Thursday 7 January 2016

Not a very (oil) slick map

Just a short post on a map in today's The Telegraph showing barrels of oil per day by country.

Here's a screen grab and you can see the live map here.



Nice to see data represented as a percentage to allow proper comparison across the map but the classification scheme and colours used in the classification scheme have me a little bothered.

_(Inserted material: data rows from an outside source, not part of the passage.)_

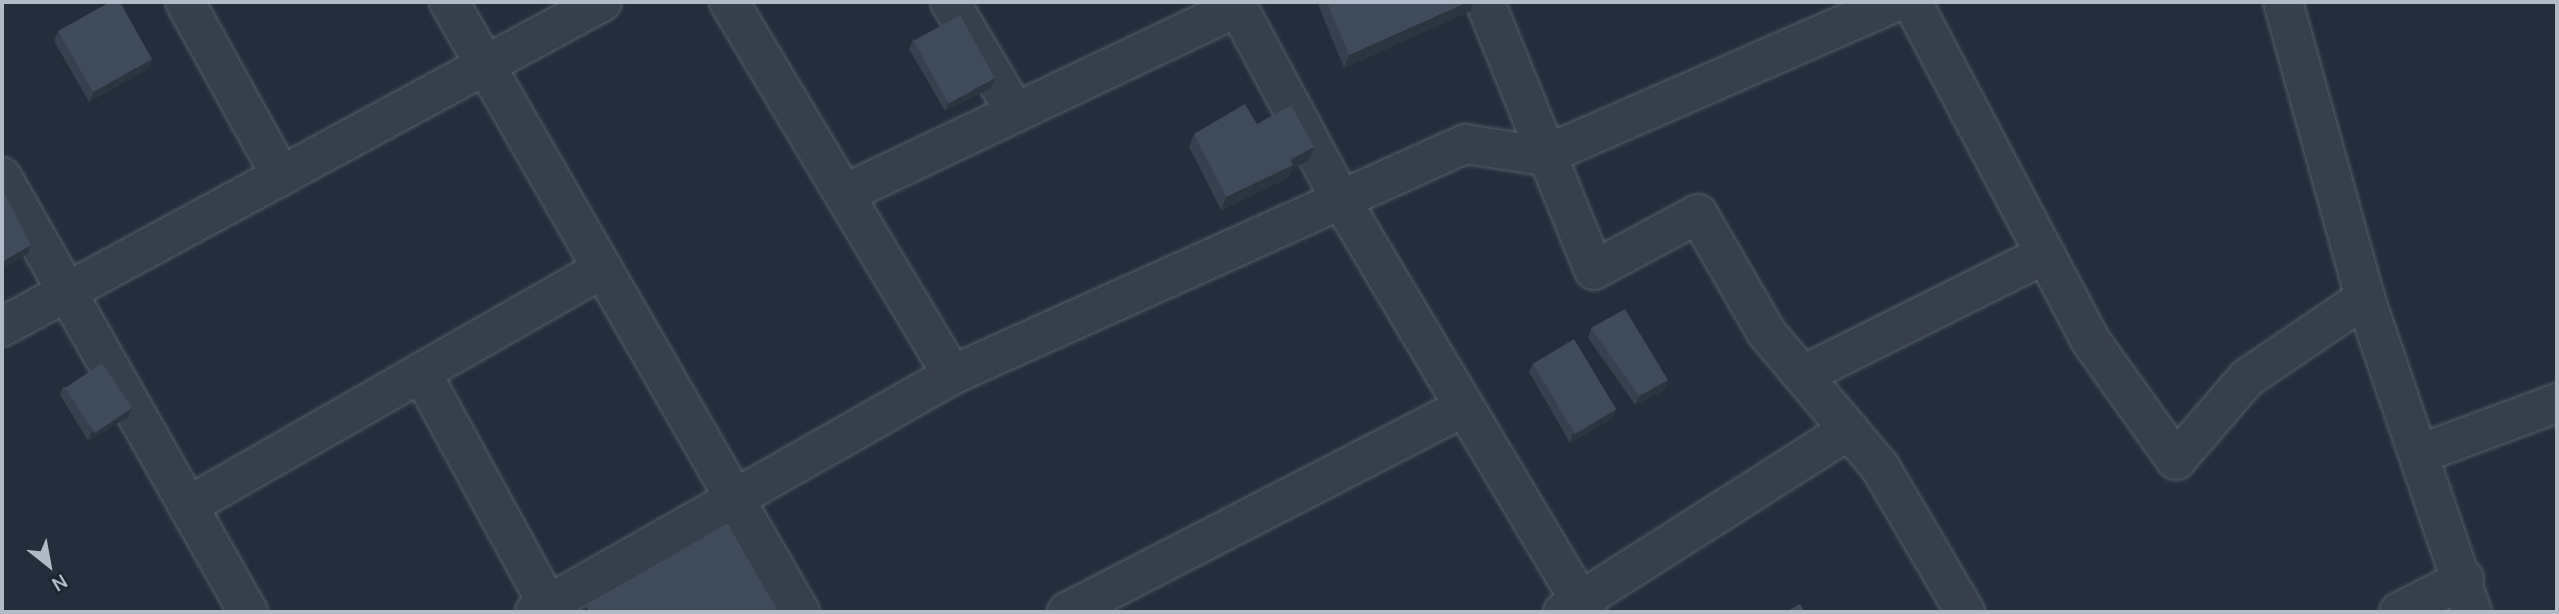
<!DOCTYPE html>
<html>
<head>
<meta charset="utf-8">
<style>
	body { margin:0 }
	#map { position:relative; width:2559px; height:614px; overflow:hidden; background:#232d3c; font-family:Manrope,sans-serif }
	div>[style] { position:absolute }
	.roads { filter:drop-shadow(0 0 2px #555d6a) drop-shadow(0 0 2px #555d6a) }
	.minor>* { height:38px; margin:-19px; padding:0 19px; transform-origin:19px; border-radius:19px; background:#373f4c }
	.wall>* { inset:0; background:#36404e }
	.shaded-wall>* { inset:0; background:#2c3440 }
	.building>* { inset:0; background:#3f4b5b; transform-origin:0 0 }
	span { translate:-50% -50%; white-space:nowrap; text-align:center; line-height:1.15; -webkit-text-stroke:5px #1c2431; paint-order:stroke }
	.frame { position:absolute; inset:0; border:4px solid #b2bac7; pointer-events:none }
	.north { position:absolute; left:14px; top:530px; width:70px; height:70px; -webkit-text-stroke:5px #1c2431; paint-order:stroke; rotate:149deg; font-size:19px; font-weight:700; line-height:28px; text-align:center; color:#b2bac7 }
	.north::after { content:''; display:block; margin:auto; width:24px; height:32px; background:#b2bac7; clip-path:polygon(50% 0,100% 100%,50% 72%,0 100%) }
</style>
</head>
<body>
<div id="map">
	<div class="roads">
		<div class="minor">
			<i style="left:185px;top:2px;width:199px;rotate:61.1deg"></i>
			<i style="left:449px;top:2px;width:704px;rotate:60.08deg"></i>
			<i style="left:729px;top:2px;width:435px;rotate:59.1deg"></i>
			<i style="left:950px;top:2px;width:128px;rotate:59.4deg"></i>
			<i style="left:1235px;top:2px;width:228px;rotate:61.8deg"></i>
			<i style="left:1343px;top:203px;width:476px;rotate:59.2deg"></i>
			<i style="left:1485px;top:2px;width:289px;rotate:67.9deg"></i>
			<i style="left:1594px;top:270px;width:118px;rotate:-28.3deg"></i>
			<i style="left:1698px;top:214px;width:136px;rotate:60deg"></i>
			<i style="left:1766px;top:332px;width:177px;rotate:49.8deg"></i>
			<i style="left:1880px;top:467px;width:168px;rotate:59.6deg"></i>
			<i style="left:1912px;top:2px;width:382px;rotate:62.2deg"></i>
			<i style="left:2090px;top:340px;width:148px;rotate:54.4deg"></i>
			<i style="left:2176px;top:460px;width:108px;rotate:-49.1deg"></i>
			<i style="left:2247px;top:378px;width:143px;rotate:-34.1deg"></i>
			<i style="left:2283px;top:2px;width:307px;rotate:74.5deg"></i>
			<i style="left:2365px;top:298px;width:332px;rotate:71.2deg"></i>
			<i style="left:2px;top:177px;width:500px;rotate:60.5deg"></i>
			<i style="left:844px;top:194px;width:436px;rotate:-25.4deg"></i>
			<i style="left:2px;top:327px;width:682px;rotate:-28.44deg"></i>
			<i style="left:421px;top:372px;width:265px;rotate:61.4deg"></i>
			<i style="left:1803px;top:375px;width:269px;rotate:-26.5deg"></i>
			<i style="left:2422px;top:453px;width:144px;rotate:-20.3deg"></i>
			<i style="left:188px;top:506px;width:478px;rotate:-29.8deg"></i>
			<i style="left:535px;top:612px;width:480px;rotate:-29.6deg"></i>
			<i style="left:952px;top:375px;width:563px;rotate:-24.24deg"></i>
			<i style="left:1465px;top:144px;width:79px;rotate:8.7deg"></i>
			<i style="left:1543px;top:156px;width:384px;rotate:-23.6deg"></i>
			<i style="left:1067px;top:612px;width:447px;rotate:-27.3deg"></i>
			<i style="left:1563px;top:612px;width:339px;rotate:-32.5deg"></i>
			<i style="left:2399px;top:612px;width:73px;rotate:-26.9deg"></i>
		</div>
	</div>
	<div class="wall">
		<i style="clip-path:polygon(1317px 2px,1474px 2px,1471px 11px,1344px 68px)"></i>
		<i style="clip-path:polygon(58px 31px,152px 59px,149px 68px,89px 102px,54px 41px)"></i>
		<i style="clip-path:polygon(913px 39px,995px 78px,991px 88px,945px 111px,909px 49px)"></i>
		<i style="clip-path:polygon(1257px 124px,1314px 147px,1309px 160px,1292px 169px,1288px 178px,1221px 210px,1189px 147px,1194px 134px)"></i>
		<i style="clip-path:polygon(1591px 328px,1668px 380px,1665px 390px,1635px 405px,1588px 338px)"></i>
		<i style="clip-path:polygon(1533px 363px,1616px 410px,1612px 419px,1570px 443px,1529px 372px)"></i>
		<i style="clip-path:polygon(63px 386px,132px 408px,128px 417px,88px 441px,60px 395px)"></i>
	</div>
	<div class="shaded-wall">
		<i style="clip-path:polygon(1468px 2px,1474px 2px,1471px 11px,1344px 68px,1349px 55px)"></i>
		<i style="clip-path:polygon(152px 59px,149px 68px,89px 102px,93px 92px)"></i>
		<i style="clip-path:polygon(995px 78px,991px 88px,945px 111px,948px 102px)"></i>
		<i style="clip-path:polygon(1314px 147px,1309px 160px,1292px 169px,1288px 178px,1221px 210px,1226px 197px)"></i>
		<i style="clip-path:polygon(31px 245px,28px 254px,2px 269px,2px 262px)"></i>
		<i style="clip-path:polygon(1668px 380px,1665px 390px,1635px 405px,1639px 396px)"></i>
		<i style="clip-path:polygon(132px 408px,128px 417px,88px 441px,91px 432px)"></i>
		<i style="clip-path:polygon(1616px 410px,1612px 419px,1570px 443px,1573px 433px)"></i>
	</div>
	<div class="building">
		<i style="clip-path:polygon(110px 2px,120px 2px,152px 59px,93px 92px,58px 31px)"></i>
		<i style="clip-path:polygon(1327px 2px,1468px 2px,1349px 55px)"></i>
		<i style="left:960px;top:15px;width:72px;height:53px;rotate:61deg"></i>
		<i style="clip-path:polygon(1245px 104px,1257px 124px,1291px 105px,1314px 147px,1290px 159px,1293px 165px,1226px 197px,1194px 134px)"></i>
		<i style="clip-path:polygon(2px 189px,31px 245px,2px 262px)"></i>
		<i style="clip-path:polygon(1625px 309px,1668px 380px,1639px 396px,1591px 328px)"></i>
		<i style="left:1574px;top:339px;width:82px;height:48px;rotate:59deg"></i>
		<i style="left:102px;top:363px;width:54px;height:45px;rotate:56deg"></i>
		<i style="clip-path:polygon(726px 524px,778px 612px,590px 612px,586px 606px)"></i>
		<i style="clip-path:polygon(1800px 604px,1805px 612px,1786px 612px)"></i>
	</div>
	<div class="frame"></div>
	<div class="north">N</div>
</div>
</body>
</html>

Here are the questions I ask...


  • Why a diverging colour scheme for a single variable with no apparently meaningful critical break value?
  • What is the value when the colour scheme breaks from greys to reds?
  • Why 2 classes for the greys and 4 for the reds?
  • What are the class break values anyway...how has the data been classified?
  • If oil conjured images of a 'black liquid', why would you use solid black (implying totality maybe) at the lower end of the classification scheme?
  • Why do the reds vary not only in lightness but also in saturation, meaning the don't provide a good sequence in visual terms?
  • Why is it on Web Mercator when a choropleth really should be on an equal area projection?
  • Why, oh why, if you use greys in the colour scheme do you then use light grey to denote NO DATA (which places it somewhere in the middle of the classification)?





These and other questions we'll likely never know the answer to...but these are the sort of things that need addressing so the uninitiated reader doesn't fall foul of the tricks their eyes play on them when reading such a map. Misconstruing the message is inevitable if such cartographic issues aren't addressed to minimize the limitations of our cognitive systems.